What can be done about sea-level rise in Sri Lanka?
Sea-level rise matters a lot for a country like ours. We are an island nation, so every inch in the coastal belt is getting affected and our agriculture is in deep trouble when we especially look at coastal agriculture areas.
A lot of measures are being taken to make sure that coastal erosion is minimized to the best possible extent around the country, and there are two ways that we are trying to tackle the impact on agriculture.
One way is to make sure that we have crop varieties that are tolerant to changing conditions, especially for rice paddies. That’s a major staple crop, so we are making an effort to breed rice varieties that will suit different climate conditions in our country that are, for example, varieties that are saline-tolerant.
The second is that the country is working hard to make sure that we have investments that protect our coastal areas and communities from erosion. This is especially important for a country like ours working on a very thin budget margin.
What is being done in terms of climate adaptation policies?
Sri Lanka adopted its National Climate Change Policy in 2012, which is helping tackle both mitigation and adaptation. We also adopted our first National Adaptation Plan in 2016 and we have already submitted our Nationally Determined Contributions (NDCs).

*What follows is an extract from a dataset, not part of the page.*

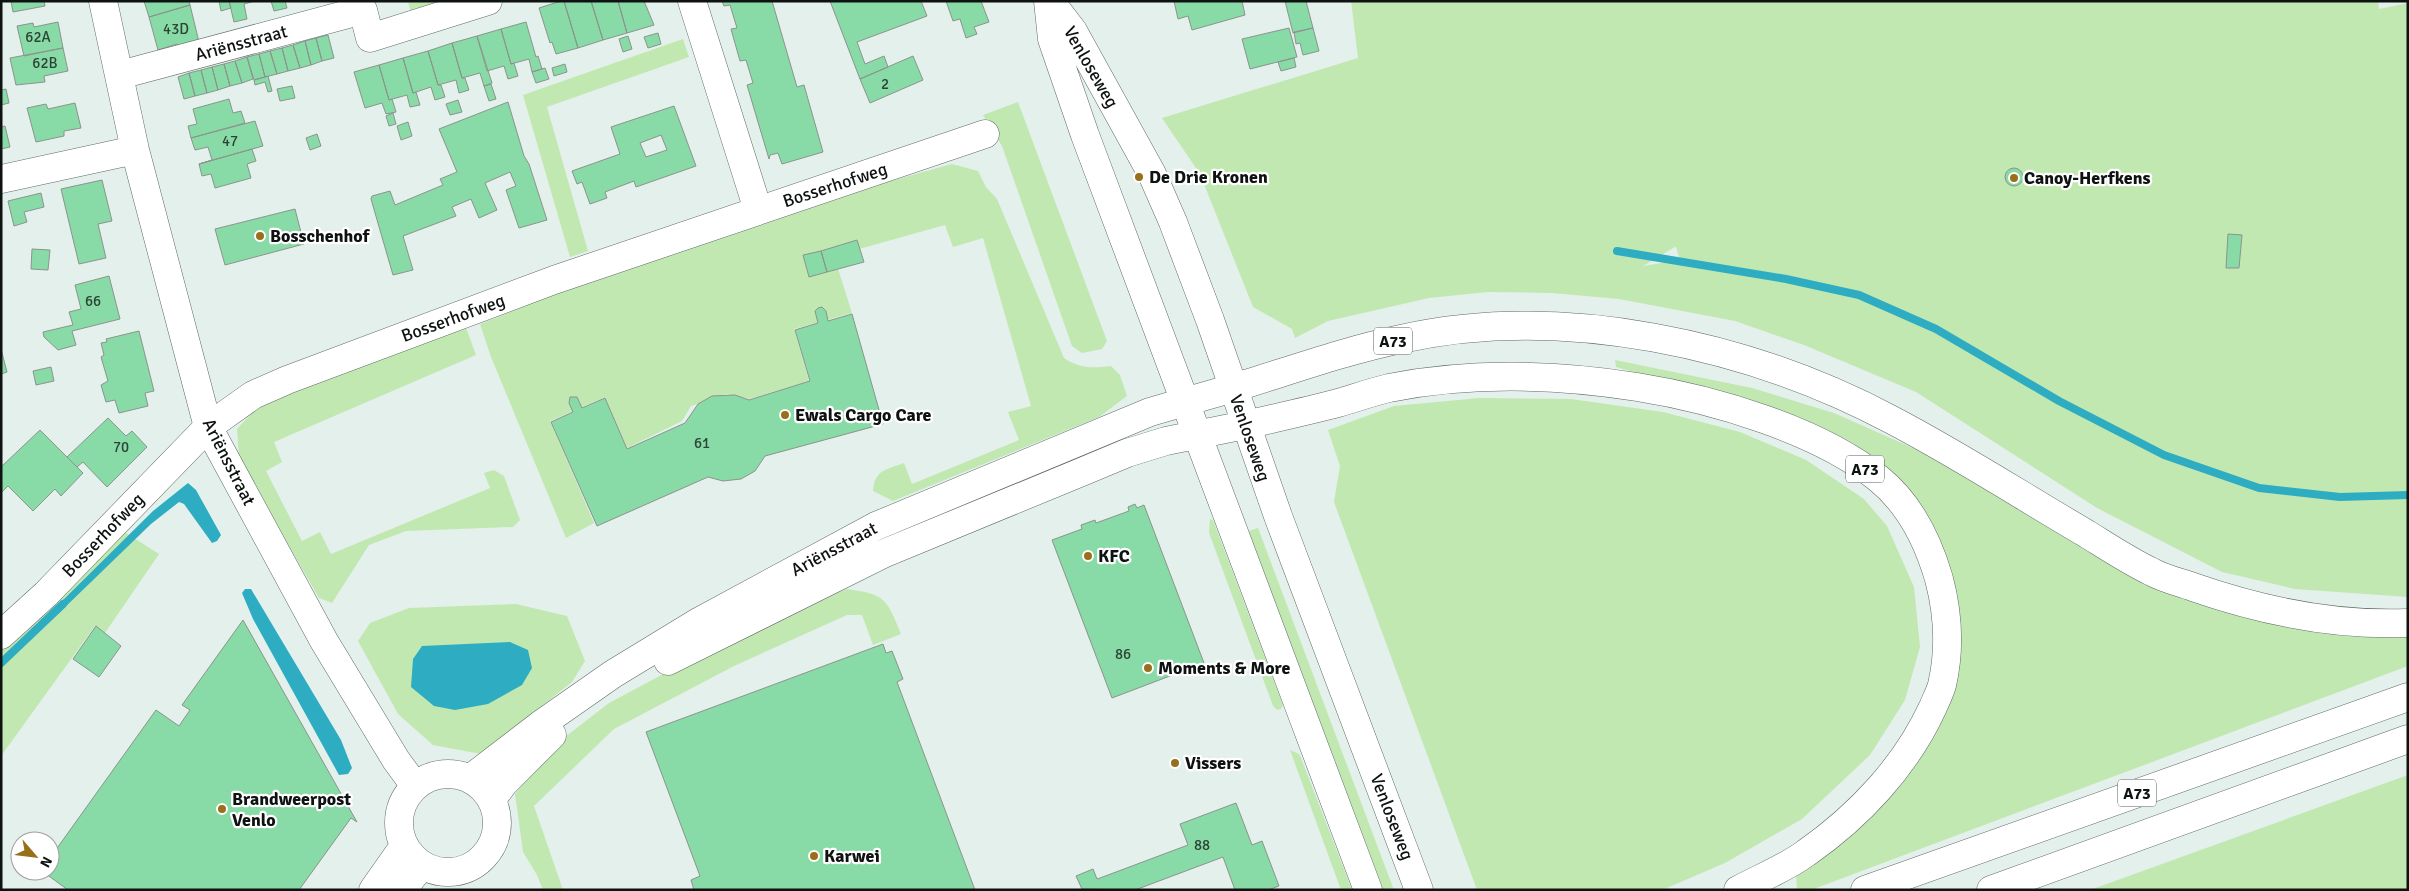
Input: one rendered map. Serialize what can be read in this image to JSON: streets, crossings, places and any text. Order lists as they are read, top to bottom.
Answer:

When you look at preparedness, Sri Lanka also has an established Disaster Management Centre. Early warning systems are extremely important for us, both the Disaster Management Centre and Cabinet Ministers have already agreed upon disaster management action plans which mainly look at extreme weather patterns that Sri Lanka has experienced in the past. We have learned quite a lot from the 2004 tsunami.

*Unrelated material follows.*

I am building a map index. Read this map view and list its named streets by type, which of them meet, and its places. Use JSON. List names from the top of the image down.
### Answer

Now tsunamis aren’t as frequent an event when compared to extreme weather conditions, but I think Sri Lanka is well positioned in terms of policy, plans, and systems, and we need to keep addressing implementation gaps. A lot of experimental activities are going on and trials are being done to make sure that we keep people informed.

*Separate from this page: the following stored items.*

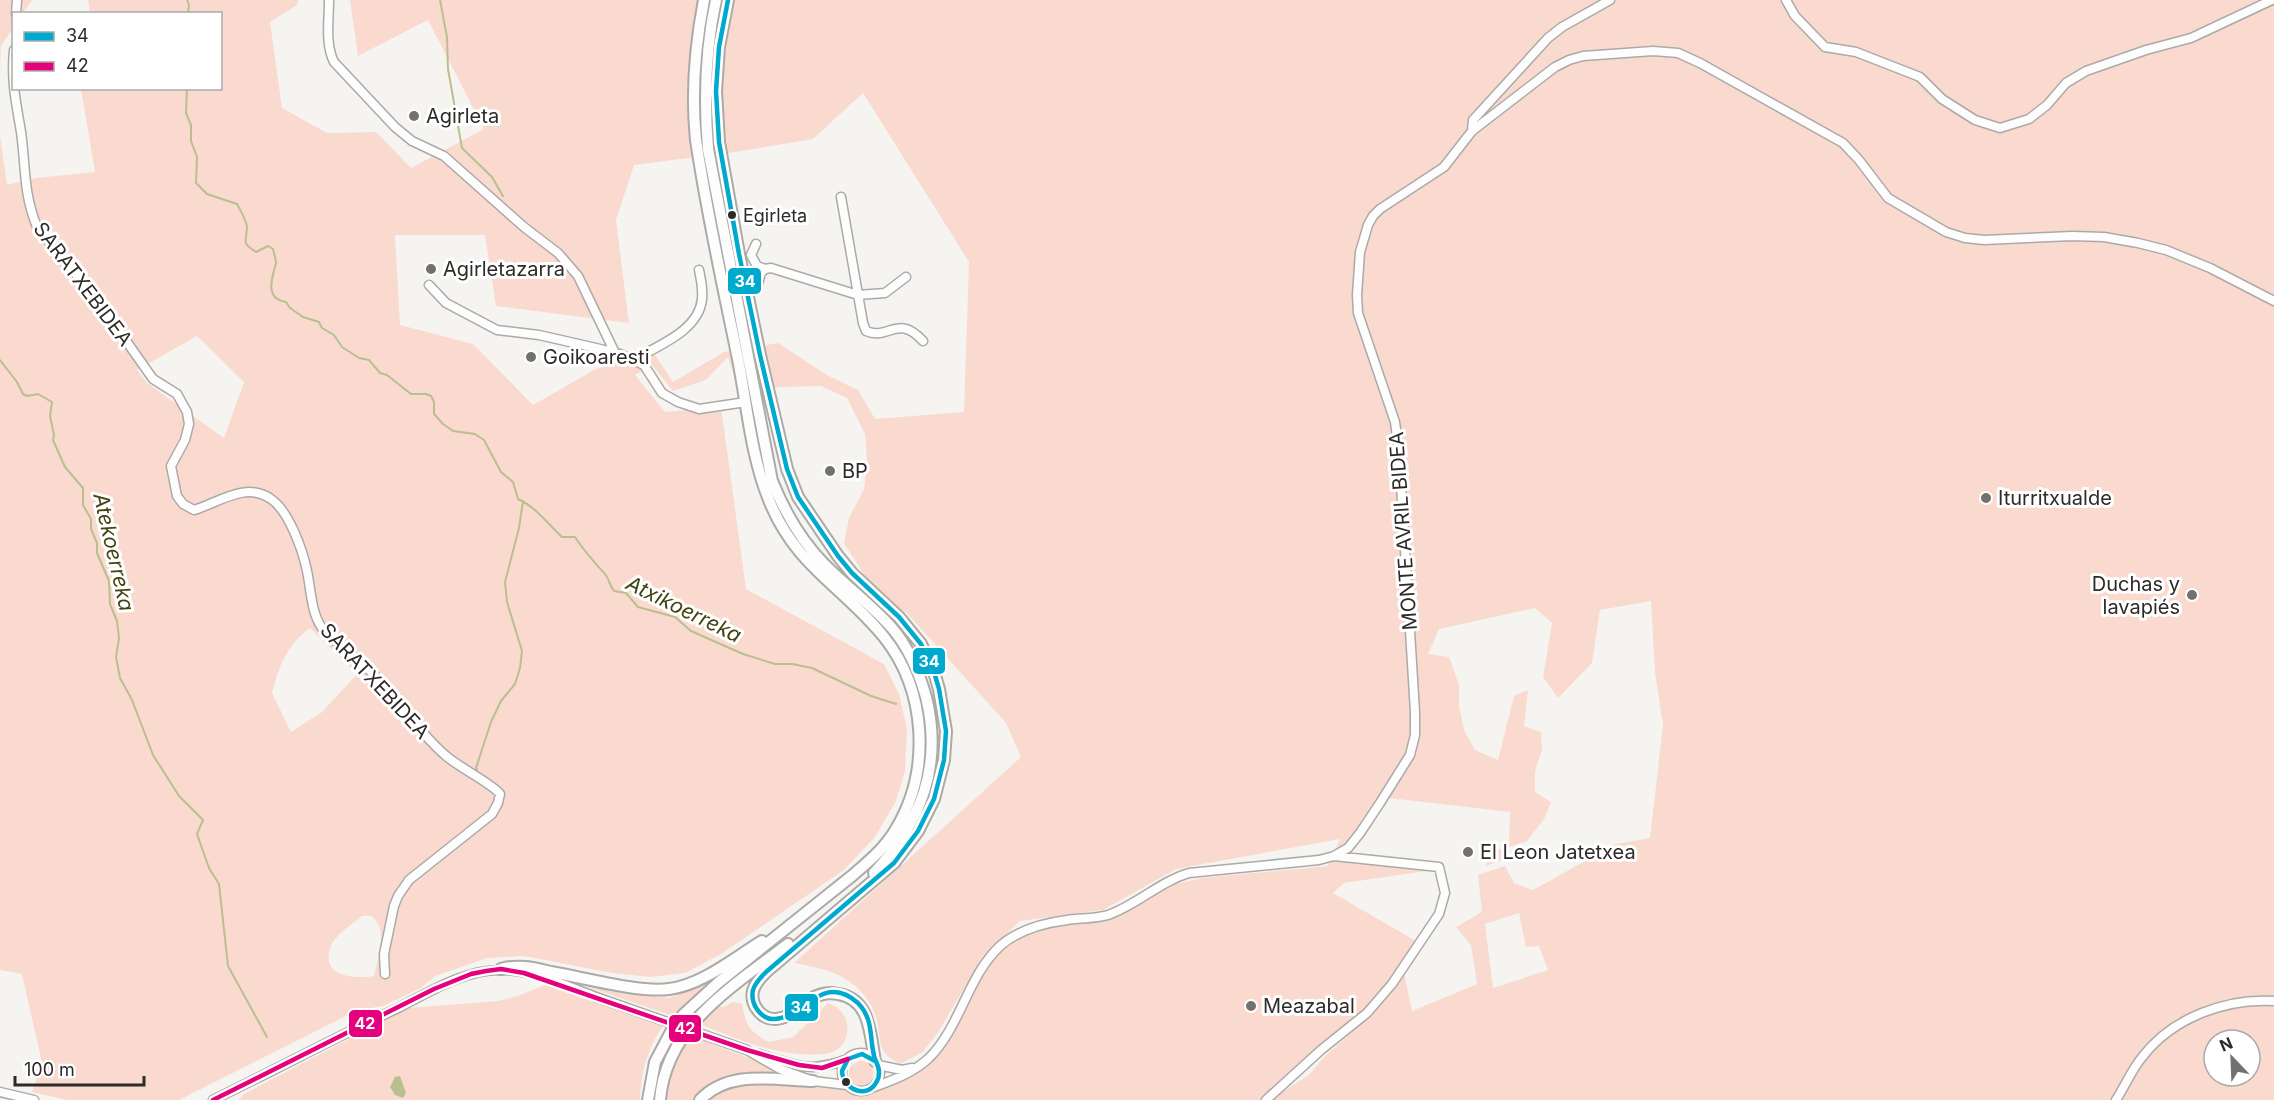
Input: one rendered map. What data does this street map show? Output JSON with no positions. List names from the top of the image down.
{
  "streets": {
    "street": ["SARATXEBIDEA", "MONTE AVRIL BIDEA"]
  },
  "water": ["Atekoerreka", "Atxikoerreka"],
  "places": [
    "Agirleta",
    "Egirleta",
    "Agirletazarra",
    "Goikoaresti",
    "BP",
    "Iturritxualde",
    "Duchas y lavapiés",
    "El Leon Jatetxea",
    "Meazabal"
  ],
  "lines": ["transit line 34", "transit line 42"],
  "legend": ["34", "42"],
  "scale_bar": "100 m",
  "north": "top left"
}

We are an island nation, so every inch in the coastal belt is getting affected and our agriculture is in deep trouble.
What capacity does Sri Lanka have to adopt early warning systems routinely and effectively?
That’s the million-dollar question. Capacity in the sense of constant developments and continuous upgrades is key. In the past seven years, I’ve seen that Sri Lanka has the necessary capacity and technology, but we need to keep making continuous upgrades to keep all the people prepared.
More important is ensuring public trust in early warning systems – this is a very important part and Sri Lanka needs assistance from different countries and parties to keep this trust by sharing new knowledge and technologies.
Sri Lanka, as an island nation, has the highlands in the center, and the overall ecosystem dictates that when the west is wet, the east is dry, and vice versa. Because of this, it has been extremely difficult for us to predict the climate, even in the short run.
The feasibility of achieving the climate targets at this time frame is the biggest problem that we have. The political will is there but we are working on a very thin budget margin, yet we consider this a big priority in our country.
Professor Marambe spoke with ADPC at the 26th Conference of Parties (COP-26) in Glasgow, United Kingdom.